Film opowiadający o katolickiej szkole w Bronxie, wydaje się, że mógłby być całkiem zwyczajny. Jednak nic bardziej mylnego. Dodając do tego wszystkiego wizerunek konsekwentnej i unikającej spoufalania się z uczniami dyrektorki siostry Alojzy oraz uwielbiającego rozmowy z dziećmi nauczyciela gry w koszykówkę ojca Flynna, otrzymamy wykluczający się duet, który walczy ze sobą, aby udowodnić swoje racje. I nie jest to wcale zwyczajna „bitwa” na słowa, tylko coś o wiele poważniejszego. Na początku mamy dosyć nudne wyszukiwanie tak zwanej dziury w całym poprzez dyrektorkę, jednak gdy tylko siostra dowiaduje się od innej zakonnicy, że ojciec Flynn nie jest do końca taki idealny, zaczyna mieć wątpliwości co do jego uczciwej postawy i rozpoczyna śledztwo, aby tylko udowodnić sobie, że ma rację i pokazać innym jego prawdziwe oblicze. Gdy w grę wchodzą nadużycia co do uczniów jej szkoły, siostra nie ma zahamowań i za wszelką cenę chce ochronić wszystkich swoich podopiecznych. Niewątpliwe ważną rolę odgrywają tutaj tytułowe wątpliwości, które większość dręczą. Najbardziej widoczne są one u siostry James, pani Miller czy nawet u siostry Alojzy.

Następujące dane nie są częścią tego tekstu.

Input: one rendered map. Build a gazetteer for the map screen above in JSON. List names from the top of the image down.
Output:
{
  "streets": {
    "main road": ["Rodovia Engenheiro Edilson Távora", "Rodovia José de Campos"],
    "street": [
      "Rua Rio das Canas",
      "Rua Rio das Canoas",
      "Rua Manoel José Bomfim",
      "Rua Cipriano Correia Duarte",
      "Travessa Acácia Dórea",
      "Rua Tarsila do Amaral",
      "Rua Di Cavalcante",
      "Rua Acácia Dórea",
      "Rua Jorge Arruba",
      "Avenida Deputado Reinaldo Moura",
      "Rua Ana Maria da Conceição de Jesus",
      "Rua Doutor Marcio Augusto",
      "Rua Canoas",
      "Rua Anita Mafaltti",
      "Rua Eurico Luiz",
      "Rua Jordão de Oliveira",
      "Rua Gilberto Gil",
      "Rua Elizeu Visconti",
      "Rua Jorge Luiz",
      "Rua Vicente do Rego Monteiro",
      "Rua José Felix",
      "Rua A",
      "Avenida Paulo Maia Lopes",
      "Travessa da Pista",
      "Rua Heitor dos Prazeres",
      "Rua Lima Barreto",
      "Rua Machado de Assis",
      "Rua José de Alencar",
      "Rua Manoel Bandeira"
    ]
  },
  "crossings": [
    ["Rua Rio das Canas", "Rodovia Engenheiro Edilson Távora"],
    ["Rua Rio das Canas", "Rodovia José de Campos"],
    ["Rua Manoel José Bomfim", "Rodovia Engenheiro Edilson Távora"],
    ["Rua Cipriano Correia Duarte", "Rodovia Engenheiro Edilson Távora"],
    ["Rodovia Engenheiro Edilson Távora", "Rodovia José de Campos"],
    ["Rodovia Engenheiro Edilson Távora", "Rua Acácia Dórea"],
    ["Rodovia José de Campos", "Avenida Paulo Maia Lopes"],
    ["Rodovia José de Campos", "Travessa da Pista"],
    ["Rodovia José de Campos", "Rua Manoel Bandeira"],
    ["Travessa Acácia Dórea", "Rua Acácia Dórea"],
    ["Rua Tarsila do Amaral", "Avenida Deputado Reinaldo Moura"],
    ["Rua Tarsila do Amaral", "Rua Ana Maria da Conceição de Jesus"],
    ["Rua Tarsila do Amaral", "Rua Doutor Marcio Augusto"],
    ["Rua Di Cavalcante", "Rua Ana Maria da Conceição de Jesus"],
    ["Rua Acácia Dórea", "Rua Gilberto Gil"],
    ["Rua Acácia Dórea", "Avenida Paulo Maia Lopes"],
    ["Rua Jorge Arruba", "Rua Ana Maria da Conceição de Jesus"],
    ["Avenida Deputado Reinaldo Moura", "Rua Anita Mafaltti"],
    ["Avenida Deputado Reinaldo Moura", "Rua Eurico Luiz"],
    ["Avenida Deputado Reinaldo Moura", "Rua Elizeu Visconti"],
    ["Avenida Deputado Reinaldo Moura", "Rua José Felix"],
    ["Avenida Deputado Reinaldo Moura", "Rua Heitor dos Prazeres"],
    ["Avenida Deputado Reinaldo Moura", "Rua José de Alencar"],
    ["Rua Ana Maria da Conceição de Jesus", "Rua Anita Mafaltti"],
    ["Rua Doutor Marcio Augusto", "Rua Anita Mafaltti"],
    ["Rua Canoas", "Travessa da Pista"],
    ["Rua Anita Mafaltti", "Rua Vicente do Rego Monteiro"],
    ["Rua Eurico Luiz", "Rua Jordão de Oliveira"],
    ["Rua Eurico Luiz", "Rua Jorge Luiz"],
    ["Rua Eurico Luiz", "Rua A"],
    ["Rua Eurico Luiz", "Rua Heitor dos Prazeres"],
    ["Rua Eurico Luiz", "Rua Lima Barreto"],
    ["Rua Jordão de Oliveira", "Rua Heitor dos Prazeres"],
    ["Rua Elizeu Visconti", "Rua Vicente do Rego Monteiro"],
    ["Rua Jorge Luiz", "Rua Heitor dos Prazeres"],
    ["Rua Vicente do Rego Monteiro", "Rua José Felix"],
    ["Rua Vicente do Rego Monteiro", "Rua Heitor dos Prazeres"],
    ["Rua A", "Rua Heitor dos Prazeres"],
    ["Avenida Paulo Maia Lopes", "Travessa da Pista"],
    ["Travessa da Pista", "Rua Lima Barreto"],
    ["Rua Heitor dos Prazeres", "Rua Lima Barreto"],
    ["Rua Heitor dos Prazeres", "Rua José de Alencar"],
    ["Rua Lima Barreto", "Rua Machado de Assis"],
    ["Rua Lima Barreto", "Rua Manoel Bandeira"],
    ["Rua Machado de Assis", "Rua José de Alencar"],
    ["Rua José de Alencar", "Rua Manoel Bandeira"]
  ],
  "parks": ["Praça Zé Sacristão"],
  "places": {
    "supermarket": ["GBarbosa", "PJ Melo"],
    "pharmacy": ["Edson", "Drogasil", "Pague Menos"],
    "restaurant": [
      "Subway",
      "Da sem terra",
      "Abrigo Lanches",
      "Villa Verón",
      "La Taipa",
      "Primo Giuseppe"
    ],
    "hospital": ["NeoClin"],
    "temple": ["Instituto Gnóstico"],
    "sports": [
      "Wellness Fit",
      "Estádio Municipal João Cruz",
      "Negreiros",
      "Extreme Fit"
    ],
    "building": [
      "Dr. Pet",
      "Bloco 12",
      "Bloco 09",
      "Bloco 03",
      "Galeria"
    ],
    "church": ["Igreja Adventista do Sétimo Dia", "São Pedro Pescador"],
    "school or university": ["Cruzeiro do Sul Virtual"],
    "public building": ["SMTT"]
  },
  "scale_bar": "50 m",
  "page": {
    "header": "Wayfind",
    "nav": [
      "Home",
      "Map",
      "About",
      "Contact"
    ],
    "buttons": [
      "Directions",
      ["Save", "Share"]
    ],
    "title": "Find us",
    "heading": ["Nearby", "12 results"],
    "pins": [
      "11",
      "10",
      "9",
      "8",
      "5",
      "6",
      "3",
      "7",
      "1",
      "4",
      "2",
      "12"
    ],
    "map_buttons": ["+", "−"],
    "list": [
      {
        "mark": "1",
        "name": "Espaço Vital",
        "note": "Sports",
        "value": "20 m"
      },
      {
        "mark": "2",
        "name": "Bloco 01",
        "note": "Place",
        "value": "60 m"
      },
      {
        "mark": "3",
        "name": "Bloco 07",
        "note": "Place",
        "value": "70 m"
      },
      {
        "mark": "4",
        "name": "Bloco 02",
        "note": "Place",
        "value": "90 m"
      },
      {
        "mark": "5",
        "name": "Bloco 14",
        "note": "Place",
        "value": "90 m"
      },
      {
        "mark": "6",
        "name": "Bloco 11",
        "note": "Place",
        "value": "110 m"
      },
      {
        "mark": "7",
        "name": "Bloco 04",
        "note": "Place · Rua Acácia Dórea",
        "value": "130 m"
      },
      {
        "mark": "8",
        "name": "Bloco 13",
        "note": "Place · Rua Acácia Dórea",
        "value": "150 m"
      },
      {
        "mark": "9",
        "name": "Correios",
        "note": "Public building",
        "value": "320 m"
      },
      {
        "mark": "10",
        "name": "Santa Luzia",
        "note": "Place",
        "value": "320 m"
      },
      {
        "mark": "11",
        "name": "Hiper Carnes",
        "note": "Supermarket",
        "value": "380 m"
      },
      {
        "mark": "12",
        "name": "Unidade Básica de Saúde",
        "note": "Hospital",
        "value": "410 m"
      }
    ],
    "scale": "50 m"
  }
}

Wątpliwość (2008/I) - Philip Seymour Hoffman, Amy Adams (III)

Nominowana do Oscara obsada to wielki plus produkcji. Zaczynając od kolejnej genialnej roli Meryl Streep, która znowu udowodniła jaką jest wspaniałą aktorką. Postać siostry Alojzy, nie znoszącej nieposłuszeństwa i sprzeciwianiu się jej woli sprawiała wrażenie niezwykle realistycznej, wręcz przerażającej. Kolejna nominowana to Amy Adams, która odegrała bardzo ciekawą rolę siostry James, kobiety miotającej się między jednym stanowiskiem a innym, próbującej uwierzyć zarówno w szczerość ojca Flynna i racje siostry Alojzy. Następna warta uwagi postać to pani Miller odgrywana przez Violę Davis, która w swojej dosyć małej roli, pokazała tak wiele emocji i potrafiła przekonać do siebie widzów. I ostatni nominowany do Oscara to Philip Seymour Hoffman, który wcielił się w rolę ojca Flynna. Jego rola była dosyć wymowna i odegrana na wysokim poziomie, chociaż czasami jest jedynie zwyczajna.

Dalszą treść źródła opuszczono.